[Python-Dev] Sandboxing Python

Maciej Fijalkowski fijall at gmail.com
Sun Mar 4 04:41:58 CET 2012


On Sat, Mar 3, 2012 at 6:51 PM, Guido van Rossum <guido at python.org> wrote:
> On Sat, Mar 3, 2012 at 6:02 PM, Maciej Fijalkowski <fijall at gmail.com> wrote:
>> On Sat, Mar 3, 2012 at 1:37 PM, Victor Stinner <victor.stinner at gmail.com> wrote:
>>> Hi,
>>>
>>> Le 03/03/2012 20:13, Armin Rigo a écrit :
>>>
>>>>>> I challenge anymore to break pysandbox! I would be happy if anyone
>>>>>> breaks it because it would make it more stronger.
>>>>
>>>>
>>>> I tried to run the files from Lib/test/crashers and --- kind of
>>>> obviously --- I found at least two of them that still segfaults
>>>> execfile.py, sometimes with minor edits and sometimes directly, on
>>>> CPython 2.7.
>>>
>>>
>>> As described in the README file of pysandbox, pysandbox doesn't protect
>>> against vulnerabilities or bugs in Python.
>>>
>>>
>>>> As usual, I don't see the point of "challenging" us when we have
>>>> crashers already documented.  Also, it's not like Lib/test/crashers
>>>> contains in detail *all* crashers that exist; some of them are of the
>>>> kind "there is a general issue with xxx, here is an example".
>>>>
>>>> If you are not concerned about segfaults but only real attacks, then
>>>> fine, I will not spend the hours necessary to turn the segfault into a
>>>> real attack :-)
>>>
>>>
>>> You may be able to exploit crashers, but I don't plan to workaround such
>>> CPython bug in pysandbox.
>>>
>>> I'm looking for vulnerabilities in pysandbox, not in CPython.
>>>
>>> Victor
>>
>> Well ok. But then what's the point of "challenging" people?
>>
>> You say "this is secure according to my knowledge" and when armin says
>> "no it's not", you claim this is the wrong kind of security exploit.
>> Segfaults (most of them) can generally be made into arbitrary code
>> execution, hence the pysandbox is not quite secure. Even further,
>> "any" sort of this "security restrictions" where you modify locals
>> globals etc. would be seriously prone to attacks like those segfaults,
>> unless you do something with the VM you're running. This makes it
>> slightly less convincing to argue that the VM requires new features
>> (in this case frozendict) in order to support the kind of program
>> that's broken in the first place.
>>
>> Well, I think I'm seriously missing something.
>
> Could we put asserts in the places where segfaults may happen? Then
> Victor could say "if you want this to be secure then you must build
> your Python executable with asserts on." IIRC some of the segfaults
> *already* trigger asserts when those are enabled.

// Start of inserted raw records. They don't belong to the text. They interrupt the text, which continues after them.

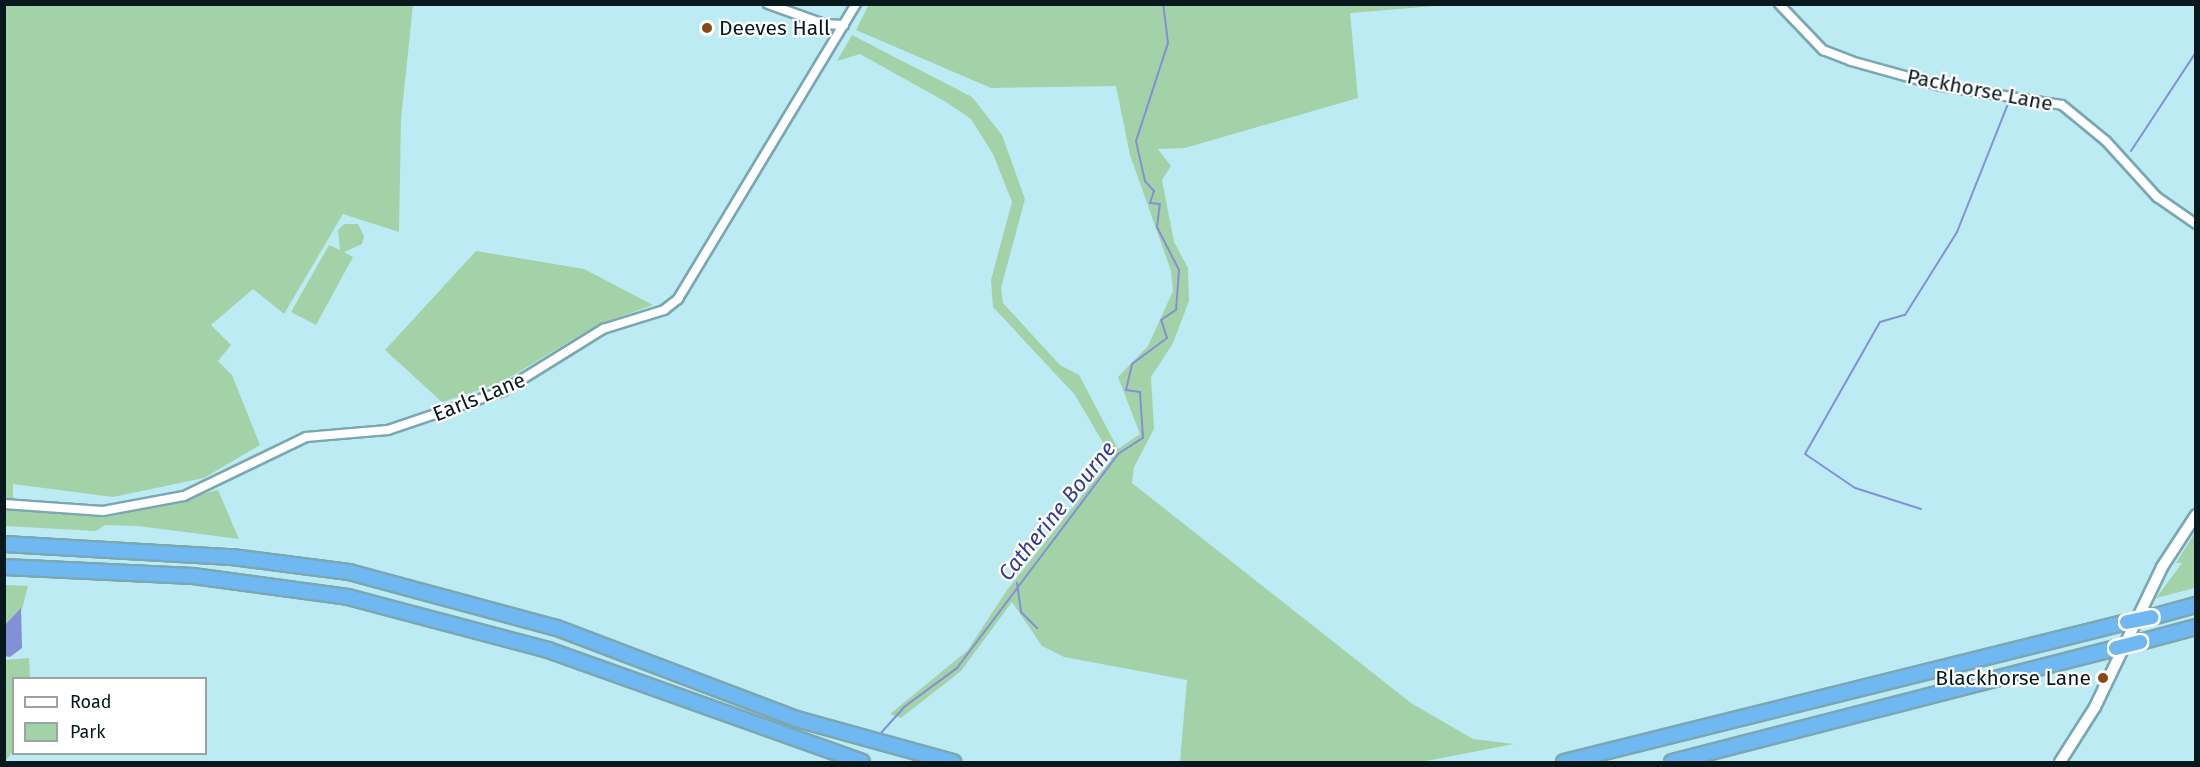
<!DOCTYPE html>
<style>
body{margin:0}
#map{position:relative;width:2200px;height:767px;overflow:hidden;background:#bdebf4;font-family:"Fira Sans",sans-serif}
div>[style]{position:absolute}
.green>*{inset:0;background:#a3d2a8}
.water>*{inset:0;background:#8390d6}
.stream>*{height:2px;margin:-1px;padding:0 1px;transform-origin:1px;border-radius:1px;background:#8390d6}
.roads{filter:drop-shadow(2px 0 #7ba7b0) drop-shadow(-2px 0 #7ba7b0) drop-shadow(0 2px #7ba7b0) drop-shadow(0 -2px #7ba7b0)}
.minor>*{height:8px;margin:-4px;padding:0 4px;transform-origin:4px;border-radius:4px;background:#fff}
.secondary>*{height:10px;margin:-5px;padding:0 5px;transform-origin:5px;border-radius:5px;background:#fff}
.motorway>*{height:14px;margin:-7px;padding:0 7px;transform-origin:7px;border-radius:7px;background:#70b8f1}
.bridges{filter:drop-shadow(2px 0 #fff) drop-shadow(-2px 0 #fff) drop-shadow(0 2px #fff) drop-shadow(0 -2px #fff)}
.motorway-bridge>*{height:14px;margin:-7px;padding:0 7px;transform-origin:7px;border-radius:7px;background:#70b8f1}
.dots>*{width:16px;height:16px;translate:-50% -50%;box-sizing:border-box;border:3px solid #fff;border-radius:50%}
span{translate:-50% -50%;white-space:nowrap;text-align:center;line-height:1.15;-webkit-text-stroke:4.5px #fff;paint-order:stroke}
.poi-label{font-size:21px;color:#08191d}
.left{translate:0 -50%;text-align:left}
.right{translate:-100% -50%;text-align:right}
.street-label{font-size:21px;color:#08191d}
.water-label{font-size:22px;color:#353a8d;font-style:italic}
.frame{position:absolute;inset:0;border:6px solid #08191d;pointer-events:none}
.legend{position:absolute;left:12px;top:677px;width:195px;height:78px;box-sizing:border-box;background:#fff;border:2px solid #9ca3a5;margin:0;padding:8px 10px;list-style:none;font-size:18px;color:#08191d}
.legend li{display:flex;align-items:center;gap:12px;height:30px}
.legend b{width:30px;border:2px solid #9ca3a5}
</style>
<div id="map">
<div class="green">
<i style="clip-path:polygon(869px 4px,1447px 5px,1350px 13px,1358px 98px,1185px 148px,1158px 149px,1171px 166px,1162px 180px,1174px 242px,1188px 268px,1189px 301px,1173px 343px,1151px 377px,1154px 429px,1134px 467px,1132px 483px,1411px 703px,1473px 739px,1514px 744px,1421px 762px,1180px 762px,1187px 680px,1064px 657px,1042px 646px,1012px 602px,961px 671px,901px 718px,890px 714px,967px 651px,1007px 590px,1112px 458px,1075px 395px,993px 307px,991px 280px,1012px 202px,993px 154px,971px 119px,946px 102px,860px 54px,837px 61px,852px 35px,972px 97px,1002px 135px,1025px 199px,1001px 288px,1003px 303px,1060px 365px,1079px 375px,1118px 449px,1140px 434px,1118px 377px,1148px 346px,1173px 291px,1171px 271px,1130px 155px,1116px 86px,991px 88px,856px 30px)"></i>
<i style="clip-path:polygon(4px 5px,413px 5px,401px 119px,399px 232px,343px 214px,284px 314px,253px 289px,211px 325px,231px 345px,218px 361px,232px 375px,260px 445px,204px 478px,113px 497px,13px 484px,13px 499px,5px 498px)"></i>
<i style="clip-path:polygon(344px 224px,358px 224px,364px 236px,362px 244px,344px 252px,353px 257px,316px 325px,291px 312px,329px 245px,340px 250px,338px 230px)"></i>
<i style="clip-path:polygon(476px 251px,584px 269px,653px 305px,597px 325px,500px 383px,442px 402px,385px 350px)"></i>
<i style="clip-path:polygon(218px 490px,239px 539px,138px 526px,105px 525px,96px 531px,5px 526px,5px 510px,108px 517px)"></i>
<i style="clip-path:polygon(2195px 533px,2195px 588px,2156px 598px,2182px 563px,2176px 563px)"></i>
<i style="clip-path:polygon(5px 585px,28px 586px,22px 609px,5px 625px)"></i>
<i style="clip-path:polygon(29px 658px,30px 678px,14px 678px,13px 751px,5px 762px,5px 660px)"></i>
</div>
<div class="water">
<i style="clip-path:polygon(21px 608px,22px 648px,10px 657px,5px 656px,5px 625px)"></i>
</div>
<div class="stream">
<i style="left:2045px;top:106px;width:18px;rotate:13deg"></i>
<i style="left:2097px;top:138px;width:34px;rotate:47deg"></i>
<i style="left:2131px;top:151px;width:118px;rotate:-56.7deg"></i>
<i style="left:1921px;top:509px;width:69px;rotate:-162.3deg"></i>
<i style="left:1855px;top:488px;width:60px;rotate:-145.8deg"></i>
<i style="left:1805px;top:454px;width:152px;rotate:-60.4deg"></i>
<i style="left:1880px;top:322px;width:26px;rotate:-16deg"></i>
<i style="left:1905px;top:315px;width:98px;rotate:-57.9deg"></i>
<i style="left:1957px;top:232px;width:143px;rotate:-68.3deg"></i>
<i style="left:1017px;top:583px;width:29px;rotate:82deg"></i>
<i style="left:1021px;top:612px;width:23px;rotate:45deg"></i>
<i style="left:880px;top:734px;width:36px;rotate:-48deg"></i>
<i style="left:904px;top:707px;width:66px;rotate:-36.3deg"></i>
<i style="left:957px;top:668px;width:268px;rotate:-53deg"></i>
<i style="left:1118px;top:454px;width:30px;rotate:-33deg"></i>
<i style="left:1143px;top:438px;width:46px;rotate:-93.7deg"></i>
<i style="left:1140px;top:392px;width:14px;rotate:-172deg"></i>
<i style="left:1126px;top:390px;width:27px;rotate:-77deg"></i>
<i style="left:1132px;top:364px;width:44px;rotate:-36.6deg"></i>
<i style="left:1167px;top:338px;width:19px;rotate:-108deg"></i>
<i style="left:1161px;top:320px;width:18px;rotate:-34deg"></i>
<i style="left:1176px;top:310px;width:40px;rotate:-85.7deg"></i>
<i style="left:1179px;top:270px;width:48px;rotate:-117.1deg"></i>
<i style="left:1157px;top:227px;width:23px;rotate:-83deg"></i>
<i style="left:1160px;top:204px;width:10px;rotate:-174deg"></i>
<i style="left:1150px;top:203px;width:13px;rotate:-72deg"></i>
<i style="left:1154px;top:191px;width:13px;rotate:-132deg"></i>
<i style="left:1145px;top:181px;width:41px;rotate:-102.7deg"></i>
<i style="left:1136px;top:141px;width:103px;rotate:-71.9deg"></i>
<i style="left:1168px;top:43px;width:39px;rotate:-97deg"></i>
</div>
<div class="roads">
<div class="minor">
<i style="left:768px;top:4px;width:59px;rotate:19.7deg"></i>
<i style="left:824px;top:24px;width:20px;rotate:3deg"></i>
<i style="left:1779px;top:4px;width:64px;rotate:46.3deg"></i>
<i style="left:1823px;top:50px;width:30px;rotate:21deg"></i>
<i style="left:1851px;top:61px;width:93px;rotate:15.5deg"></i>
<i style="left:1941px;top:86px;width:122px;rotate:8.9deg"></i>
<i style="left:2062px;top:105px;width:57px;rotate:39.3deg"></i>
<i style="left:2106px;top:141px;width:76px;rotate:47.7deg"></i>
<i style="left:2157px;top:197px;width:47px;rotate:34.7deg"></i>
<i style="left:4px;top:504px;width:99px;rotate:4deg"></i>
<i style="left:103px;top:511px;width:82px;rotate:-10.5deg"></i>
<i style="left:184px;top:496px;width:136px;rotate:-25.8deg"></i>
<i style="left:306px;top:437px;width:82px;rotate:-4.9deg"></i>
<i style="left:388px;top:430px;width:121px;rotate:-18.7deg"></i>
<i style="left:503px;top:391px;width:118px;rotate:-31.8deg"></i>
<i style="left:603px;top:329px;width:64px;rotate:-17.3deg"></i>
<i style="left:664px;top:310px;width:18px;rotate:-38deg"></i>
<i style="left:678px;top:299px;width:345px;rotate:-58.9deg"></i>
</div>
<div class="secondary">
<i style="left:2060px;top:762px;width:65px;rotate:-57.5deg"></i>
<i style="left:2095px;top:707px;width:155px;rotate:-64.4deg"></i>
<i style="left:2162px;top:567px;width:62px;rotate:-56.8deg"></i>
</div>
<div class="motorway">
<i style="left:4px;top:544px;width:228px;rotate:3.3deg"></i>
<i style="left:232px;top:557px;width:118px;rotate:7.3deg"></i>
<i style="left:349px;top:572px;width:215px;rotate:15.1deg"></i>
<i style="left:557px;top:628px;width:257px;rotate:20.8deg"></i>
<i style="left:797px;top:719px;width:162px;rotate:15.4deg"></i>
<i style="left:4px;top:567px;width:189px;rotate:2.7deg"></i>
<i style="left:193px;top:576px;width:156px;rotate:7.7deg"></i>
<i style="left:348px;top:597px;width:207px;rotate:14.8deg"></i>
<i style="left:548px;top:650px;width:333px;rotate:19.6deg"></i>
<i style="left:2152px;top:617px;width:46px;rotate:-15.3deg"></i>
<i style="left:2140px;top:642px;width:58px;rotate:-15deg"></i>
<i style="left:1564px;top:762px;width:580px;rotate:-13.96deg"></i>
<i style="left:1672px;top:762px;width:458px;rotate:-14.4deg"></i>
</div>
</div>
<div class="bridges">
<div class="motorway-bridge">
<i style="left:2127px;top:622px;width:25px;rotate:-11deg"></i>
<i style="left:2116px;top:648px;width:25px;rotate:-14deg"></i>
</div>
</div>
<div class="dots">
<i style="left:707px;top:28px;background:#8a4817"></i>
<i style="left:2103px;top:678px;background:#8a4817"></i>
</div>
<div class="poi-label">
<span class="left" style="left:719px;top:28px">Deeves Hall</span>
<span class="right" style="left:2091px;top:678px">Blackhorse Lane</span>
</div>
<div class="street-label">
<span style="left:1980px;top:90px;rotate:11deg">Packhorse Lane</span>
<span style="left:479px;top:397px;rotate:-22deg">Earls Lane</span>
</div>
<div class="water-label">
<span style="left:1057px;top:511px;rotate:-51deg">Catherine Bourne</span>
</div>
<div class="frame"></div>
<ul class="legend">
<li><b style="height:8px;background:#fff"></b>Road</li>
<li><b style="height:16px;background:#a3d2a8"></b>Park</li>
</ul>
</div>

It's easy for some cases. Stack exhaustion cases might be
significantly harder although you might pass some compiler-specific
options to defend against that. The problem is a bit that those are
"examples", which mean that they might either touch specific parts of
code or "code that looks like that". A good example of a latter is
chaining of iterators. Any iterators that can be chained can be made
into a stack exhaustion segfault.

I suppose with a bit of effort it might be made significantly harder though.